The required result is every line of the records that includes "this".

* * * *

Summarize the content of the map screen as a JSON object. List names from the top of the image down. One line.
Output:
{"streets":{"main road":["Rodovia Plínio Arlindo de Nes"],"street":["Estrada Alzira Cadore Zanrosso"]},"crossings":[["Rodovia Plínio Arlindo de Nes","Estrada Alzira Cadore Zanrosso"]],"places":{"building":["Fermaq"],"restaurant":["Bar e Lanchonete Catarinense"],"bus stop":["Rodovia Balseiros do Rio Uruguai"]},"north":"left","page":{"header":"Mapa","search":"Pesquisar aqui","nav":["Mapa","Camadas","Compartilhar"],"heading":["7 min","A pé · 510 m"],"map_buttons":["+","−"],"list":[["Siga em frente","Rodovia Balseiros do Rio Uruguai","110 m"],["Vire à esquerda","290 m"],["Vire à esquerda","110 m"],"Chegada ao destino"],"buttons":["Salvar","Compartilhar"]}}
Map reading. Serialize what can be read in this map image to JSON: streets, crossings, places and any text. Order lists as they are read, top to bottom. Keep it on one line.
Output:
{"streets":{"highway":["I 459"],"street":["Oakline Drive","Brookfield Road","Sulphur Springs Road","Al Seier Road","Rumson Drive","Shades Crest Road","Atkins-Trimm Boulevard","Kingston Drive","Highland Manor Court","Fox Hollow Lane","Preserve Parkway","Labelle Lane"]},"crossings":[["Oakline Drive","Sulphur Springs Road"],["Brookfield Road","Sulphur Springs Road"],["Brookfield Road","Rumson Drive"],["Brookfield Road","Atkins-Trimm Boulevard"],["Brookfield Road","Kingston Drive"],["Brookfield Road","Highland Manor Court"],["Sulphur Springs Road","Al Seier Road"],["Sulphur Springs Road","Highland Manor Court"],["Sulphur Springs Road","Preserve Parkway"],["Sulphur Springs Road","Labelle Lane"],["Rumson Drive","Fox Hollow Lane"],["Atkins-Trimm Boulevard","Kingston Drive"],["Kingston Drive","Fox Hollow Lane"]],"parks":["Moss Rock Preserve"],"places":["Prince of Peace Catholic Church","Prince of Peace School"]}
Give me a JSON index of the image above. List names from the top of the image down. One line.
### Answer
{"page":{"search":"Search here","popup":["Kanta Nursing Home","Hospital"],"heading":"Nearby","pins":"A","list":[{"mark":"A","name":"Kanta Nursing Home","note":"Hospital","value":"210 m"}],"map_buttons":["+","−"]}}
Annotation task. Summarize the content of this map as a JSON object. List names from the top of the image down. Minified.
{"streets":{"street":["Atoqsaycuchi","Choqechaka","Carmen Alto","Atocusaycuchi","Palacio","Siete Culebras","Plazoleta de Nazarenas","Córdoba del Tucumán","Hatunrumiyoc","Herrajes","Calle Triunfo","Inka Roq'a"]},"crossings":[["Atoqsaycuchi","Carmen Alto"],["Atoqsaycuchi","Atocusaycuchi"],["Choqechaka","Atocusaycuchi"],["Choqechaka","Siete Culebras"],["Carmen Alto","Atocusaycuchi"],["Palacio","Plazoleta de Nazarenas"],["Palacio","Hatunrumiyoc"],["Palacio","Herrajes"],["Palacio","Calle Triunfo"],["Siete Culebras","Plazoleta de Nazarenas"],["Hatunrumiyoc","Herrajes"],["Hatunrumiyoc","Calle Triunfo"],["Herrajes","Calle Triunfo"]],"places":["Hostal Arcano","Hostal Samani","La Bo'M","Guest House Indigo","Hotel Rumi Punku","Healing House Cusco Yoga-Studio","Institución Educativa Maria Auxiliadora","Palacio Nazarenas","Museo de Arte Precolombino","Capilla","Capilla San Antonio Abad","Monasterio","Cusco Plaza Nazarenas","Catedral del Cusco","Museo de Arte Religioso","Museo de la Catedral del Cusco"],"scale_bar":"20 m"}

* * * *

■ **Response area**:
Map reading. Serialize what can be read in this map image to JSON: streets, crossings, places and any text. Order lists as they are read, top to bottom. Keep it on one line.
Annotation task. Summarize the content of this map as a JSON object. List names from the top of the image down. Minified.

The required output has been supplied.